Running terraform apply manually from a developer's workstation in production. Manual applies with local credentials, no audit trail, and no review step cause the majority of production incidents I've seen in Terraform-managed infrastructure.
CI/CD for Terraform: The Baseline
The minimum viable pipeline for Terraform in production:
- On pull request:
terraform fmt -check,terraform validate,terraform planwith the output posted as a PR comment. Nobody merges without a reviewed plan. - On merge to main:
terraform applyin a locked environment, with output logged and surfaced. No human runsapplylocally against production. - State locking enforced: The CI role has write access; developer roles have read-only or no access to production state.
Tools for this: Atlantis (self-hosted, excellent for GitHub/GitLab), Spacelift, HCP Terraform, or a custom pipeline in your existing CI system. The tool matters less than the discipline — plan-before-apply, always reviewed, never local.
Secrets: What Not to Do
Terraform state stores everything it manages, including resource attributes marked as sensitive. This means database passwords, API keys, and certificates end up in your state file in plaintext. Two rules:
- Never put secrets as Terraform input variables. They'll end up in the state and in your plan output. Use a secrets manager (HashiCorp Vault, AWS Secrets Manager) and reference secrets at runtime rather than provisioning them through Terraform variables.
- Encrypt your state backend. S3 buckets should have server-side encryption and bucket policies that restrict access to the CI role. Treat your state bucket with the same care as a secrets store — because that's effectively what it is.
Drift Detection
Infrastructure drift — the gap between what Terraform believes exists and what actually exists — is inevitable in any real environment.
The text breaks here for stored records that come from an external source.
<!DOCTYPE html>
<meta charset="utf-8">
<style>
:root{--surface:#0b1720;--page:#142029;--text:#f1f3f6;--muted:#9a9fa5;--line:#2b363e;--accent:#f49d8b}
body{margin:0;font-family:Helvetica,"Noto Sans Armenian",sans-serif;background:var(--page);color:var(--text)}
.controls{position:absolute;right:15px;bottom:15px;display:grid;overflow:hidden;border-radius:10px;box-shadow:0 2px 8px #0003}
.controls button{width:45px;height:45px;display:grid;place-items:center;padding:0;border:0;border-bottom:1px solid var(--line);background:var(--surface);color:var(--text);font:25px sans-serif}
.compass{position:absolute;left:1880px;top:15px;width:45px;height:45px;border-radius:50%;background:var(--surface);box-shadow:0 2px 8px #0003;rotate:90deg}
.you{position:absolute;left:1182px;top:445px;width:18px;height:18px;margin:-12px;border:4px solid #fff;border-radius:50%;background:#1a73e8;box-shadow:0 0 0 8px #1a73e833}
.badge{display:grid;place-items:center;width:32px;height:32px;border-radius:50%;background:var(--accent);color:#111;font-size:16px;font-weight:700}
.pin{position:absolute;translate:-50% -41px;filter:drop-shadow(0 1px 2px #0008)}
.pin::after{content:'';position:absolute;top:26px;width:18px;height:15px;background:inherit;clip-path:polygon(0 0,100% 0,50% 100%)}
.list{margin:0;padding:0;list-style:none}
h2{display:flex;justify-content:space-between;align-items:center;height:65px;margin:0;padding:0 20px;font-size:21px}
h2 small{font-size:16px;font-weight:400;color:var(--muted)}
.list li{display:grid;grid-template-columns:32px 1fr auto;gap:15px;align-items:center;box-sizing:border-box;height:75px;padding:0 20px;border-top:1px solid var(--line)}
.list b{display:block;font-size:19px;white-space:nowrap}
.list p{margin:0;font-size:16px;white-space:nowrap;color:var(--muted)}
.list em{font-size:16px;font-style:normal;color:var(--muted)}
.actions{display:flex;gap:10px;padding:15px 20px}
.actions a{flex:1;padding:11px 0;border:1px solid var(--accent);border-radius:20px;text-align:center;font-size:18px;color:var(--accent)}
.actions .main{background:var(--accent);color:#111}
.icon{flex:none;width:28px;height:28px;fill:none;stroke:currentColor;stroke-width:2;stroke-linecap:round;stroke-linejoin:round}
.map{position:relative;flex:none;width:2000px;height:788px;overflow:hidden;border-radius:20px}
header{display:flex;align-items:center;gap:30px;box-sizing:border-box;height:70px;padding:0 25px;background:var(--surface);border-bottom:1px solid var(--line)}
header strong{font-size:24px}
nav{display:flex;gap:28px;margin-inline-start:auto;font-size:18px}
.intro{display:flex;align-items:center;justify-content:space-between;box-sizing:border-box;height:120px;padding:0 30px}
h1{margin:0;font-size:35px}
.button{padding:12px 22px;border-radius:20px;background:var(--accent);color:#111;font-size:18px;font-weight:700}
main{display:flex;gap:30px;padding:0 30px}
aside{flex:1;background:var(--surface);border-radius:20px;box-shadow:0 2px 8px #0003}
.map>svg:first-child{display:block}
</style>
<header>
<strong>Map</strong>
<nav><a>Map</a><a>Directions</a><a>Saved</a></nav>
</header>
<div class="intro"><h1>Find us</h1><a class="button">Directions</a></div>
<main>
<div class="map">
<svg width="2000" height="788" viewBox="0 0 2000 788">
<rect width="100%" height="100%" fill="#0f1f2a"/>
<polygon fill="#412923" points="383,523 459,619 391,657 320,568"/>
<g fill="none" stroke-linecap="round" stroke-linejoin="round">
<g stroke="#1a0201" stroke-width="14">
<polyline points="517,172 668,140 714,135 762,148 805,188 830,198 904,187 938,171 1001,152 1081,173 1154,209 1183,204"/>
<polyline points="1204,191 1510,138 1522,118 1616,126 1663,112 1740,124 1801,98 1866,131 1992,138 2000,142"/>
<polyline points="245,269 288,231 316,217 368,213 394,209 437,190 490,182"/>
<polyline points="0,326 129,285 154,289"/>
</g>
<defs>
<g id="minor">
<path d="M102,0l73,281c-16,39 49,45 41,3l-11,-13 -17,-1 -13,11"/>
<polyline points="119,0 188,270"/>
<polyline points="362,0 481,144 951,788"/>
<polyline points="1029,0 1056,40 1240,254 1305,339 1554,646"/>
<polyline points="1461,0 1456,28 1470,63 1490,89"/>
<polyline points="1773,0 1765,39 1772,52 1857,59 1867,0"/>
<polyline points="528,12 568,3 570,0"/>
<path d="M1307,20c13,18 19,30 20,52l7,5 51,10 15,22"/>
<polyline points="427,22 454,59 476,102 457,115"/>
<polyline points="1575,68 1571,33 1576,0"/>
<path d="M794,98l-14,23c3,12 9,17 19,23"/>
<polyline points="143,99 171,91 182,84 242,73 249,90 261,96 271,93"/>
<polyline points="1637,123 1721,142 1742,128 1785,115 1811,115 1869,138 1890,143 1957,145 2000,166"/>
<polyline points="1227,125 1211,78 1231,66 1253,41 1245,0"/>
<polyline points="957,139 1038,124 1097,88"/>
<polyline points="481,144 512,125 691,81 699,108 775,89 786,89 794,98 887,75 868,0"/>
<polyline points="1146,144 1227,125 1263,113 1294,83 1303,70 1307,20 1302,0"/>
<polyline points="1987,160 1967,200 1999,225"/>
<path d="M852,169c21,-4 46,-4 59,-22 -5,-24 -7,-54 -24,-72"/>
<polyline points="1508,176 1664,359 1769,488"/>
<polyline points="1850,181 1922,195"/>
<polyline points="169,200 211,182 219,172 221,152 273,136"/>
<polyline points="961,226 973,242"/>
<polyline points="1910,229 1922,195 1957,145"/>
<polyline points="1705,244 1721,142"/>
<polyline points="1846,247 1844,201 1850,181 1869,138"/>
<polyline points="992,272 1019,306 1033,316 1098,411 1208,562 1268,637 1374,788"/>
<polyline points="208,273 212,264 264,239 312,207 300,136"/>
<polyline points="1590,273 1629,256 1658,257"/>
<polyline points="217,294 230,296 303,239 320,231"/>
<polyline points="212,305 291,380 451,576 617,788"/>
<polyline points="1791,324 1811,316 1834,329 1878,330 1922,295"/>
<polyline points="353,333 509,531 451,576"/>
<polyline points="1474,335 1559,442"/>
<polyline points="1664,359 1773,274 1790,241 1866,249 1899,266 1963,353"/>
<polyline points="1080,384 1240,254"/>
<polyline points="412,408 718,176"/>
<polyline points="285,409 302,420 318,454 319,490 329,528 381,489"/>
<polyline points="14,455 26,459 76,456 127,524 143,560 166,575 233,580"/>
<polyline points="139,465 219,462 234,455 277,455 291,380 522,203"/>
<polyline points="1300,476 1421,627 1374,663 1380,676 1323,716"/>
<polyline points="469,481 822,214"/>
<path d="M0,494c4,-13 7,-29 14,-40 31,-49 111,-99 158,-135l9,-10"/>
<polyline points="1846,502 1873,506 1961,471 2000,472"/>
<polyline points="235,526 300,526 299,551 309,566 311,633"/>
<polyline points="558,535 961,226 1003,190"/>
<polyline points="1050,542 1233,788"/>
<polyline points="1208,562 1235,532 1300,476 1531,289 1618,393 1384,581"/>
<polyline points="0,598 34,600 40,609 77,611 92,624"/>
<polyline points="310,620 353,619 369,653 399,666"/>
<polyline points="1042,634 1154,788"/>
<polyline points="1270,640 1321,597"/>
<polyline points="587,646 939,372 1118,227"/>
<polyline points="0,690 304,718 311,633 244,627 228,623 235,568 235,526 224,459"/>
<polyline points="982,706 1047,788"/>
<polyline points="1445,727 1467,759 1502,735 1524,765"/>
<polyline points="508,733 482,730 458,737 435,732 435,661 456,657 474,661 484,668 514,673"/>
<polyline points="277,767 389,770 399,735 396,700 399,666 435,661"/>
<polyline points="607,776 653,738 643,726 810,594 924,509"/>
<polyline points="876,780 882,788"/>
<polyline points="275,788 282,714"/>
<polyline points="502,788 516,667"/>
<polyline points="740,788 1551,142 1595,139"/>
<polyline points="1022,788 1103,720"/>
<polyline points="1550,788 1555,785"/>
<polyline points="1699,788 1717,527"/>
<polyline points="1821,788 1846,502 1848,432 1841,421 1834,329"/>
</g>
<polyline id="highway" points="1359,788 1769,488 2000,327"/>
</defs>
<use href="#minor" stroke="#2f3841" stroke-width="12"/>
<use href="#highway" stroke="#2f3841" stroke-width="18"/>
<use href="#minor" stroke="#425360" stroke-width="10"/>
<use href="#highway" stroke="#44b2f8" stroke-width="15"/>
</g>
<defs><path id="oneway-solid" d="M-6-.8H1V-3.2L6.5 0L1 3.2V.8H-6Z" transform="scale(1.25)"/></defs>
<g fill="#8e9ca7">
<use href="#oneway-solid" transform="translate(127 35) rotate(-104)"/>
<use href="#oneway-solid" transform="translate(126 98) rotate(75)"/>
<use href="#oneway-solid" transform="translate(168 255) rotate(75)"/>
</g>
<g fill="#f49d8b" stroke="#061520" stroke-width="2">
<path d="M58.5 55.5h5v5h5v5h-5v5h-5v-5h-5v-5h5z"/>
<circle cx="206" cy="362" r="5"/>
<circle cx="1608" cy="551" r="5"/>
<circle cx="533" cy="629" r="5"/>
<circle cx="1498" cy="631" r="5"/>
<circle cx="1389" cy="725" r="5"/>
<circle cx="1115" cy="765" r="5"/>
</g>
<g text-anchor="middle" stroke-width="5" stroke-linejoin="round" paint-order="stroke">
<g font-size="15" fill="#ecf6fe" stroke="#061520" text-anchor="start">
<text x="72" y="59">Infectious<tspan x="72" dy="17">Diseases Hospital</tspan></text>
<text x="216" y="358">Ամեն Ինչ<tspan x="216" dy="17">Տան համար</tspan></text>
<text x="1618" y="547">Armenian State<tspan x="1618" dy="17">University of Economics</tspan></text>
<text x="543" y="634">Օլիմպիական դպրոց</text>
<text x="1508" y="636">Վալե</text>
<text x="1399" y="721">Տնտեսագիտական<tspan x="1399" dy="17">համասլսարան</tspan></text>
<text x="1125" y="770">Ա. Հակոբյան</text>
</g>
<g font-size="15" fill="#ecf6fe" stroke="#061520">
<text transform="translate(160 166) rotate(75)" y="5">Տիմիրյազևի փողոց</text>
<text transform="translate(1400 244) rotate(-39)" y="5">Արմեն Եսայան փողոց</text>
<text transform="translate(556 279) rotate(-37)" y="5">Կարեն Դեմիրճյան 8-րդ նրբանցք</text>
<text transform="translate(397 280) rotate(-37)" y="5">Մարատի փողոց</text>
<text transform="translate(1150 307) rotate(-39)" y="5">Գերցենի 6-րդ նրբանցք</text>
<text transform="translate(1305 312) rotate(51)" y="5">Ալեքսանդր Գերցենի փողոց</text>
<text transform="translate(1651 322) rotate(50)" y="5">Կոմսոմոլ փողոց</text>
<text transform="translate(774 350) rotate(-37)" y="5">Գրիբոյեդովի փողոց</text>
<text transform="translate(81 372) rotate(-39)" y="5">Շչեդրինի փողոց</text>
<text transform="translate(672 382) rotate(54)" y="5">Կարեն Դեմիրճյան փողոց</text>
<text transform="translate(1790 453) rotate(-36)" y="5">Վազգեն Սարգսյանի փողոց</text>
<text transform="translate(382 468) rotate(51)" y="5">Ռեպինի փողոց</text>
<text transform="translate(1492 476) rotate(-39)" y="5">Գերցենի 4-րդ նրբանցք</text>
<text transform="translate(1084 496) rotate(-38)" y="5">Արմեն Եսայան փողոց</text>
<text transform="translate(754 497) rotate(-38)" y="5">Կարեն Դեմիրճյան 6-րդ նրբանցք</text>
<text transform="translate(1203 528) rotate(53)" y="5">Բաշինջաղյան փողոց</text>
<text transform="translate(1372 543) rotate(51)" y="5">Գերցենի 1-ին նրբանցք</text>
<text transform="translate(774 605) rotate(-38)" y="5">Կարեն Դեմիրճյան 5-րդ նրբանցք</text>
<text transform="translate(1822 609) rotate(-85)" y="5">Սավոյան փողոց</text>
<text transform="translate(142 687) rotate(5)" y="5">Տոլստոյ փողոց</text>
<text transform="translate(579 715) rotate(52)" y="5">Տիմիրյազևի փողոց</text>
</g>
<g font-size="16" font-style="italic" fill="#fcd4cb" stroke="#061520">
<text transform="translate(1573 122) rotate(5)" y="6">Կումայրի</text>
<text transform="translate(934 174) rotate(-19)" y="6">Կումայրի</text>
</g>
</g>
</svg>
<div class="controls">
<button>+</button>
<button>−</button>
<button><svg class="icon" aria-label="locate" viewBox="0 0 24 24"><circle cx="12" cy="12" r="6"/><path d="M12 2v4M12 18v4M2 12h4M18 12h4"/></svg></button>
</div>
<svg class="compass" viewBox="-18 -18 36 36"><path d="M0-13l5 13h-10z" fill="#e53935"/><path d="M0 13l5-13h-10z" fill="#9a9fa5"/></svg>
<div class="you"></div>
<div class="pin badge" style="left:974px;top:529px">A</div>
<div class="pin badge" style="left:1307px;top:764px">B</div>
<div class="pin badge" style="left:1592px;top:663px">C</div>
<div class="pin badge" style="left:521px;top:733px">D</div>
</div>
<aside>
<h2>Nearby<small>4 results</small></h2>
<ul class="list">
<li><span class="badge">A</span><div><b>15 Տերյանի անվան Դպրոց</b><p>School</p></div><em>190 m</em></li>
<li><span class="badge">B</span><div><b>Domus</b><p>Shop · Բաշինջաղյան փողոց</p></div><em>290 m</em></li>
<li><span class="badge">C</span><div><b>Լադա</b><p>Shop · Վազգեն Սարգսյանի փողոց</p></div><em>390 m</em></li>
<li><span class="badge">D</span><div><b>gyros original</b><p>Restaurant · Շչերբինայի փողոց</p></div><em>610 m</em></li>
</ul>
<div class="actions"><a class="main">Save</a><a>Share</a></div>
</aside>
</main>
Console-created resources, hotfixes applied directly to cloud APIs, failed destroys that left orphaned resources: all of these cause drift.
Run scheduled terraform plan against your environments even when nothing is being changed. If the plan is non-empty, you have drift — and it's better to discover it proactively than during the next actual apply, when unexpected changes appear alongside your intended ones.
Where to Go From Here
If you're just starting out: remote state and a basic CI pipeline are the two things that will save you the most pain. Get those right before anything else.
If you're hitting scale problems: audit your module boundaries, split your state files by change frequency, and implement drift detection. These three steps fix the majority of the structural issues I see in mature Terraform codebases.
Terraform scales well when you treat it as a software project — not as a collection of scripts that happen to provision infrastructure. The good news: the patterns that make it scale are well-established and learnable. The investment pays off quickly.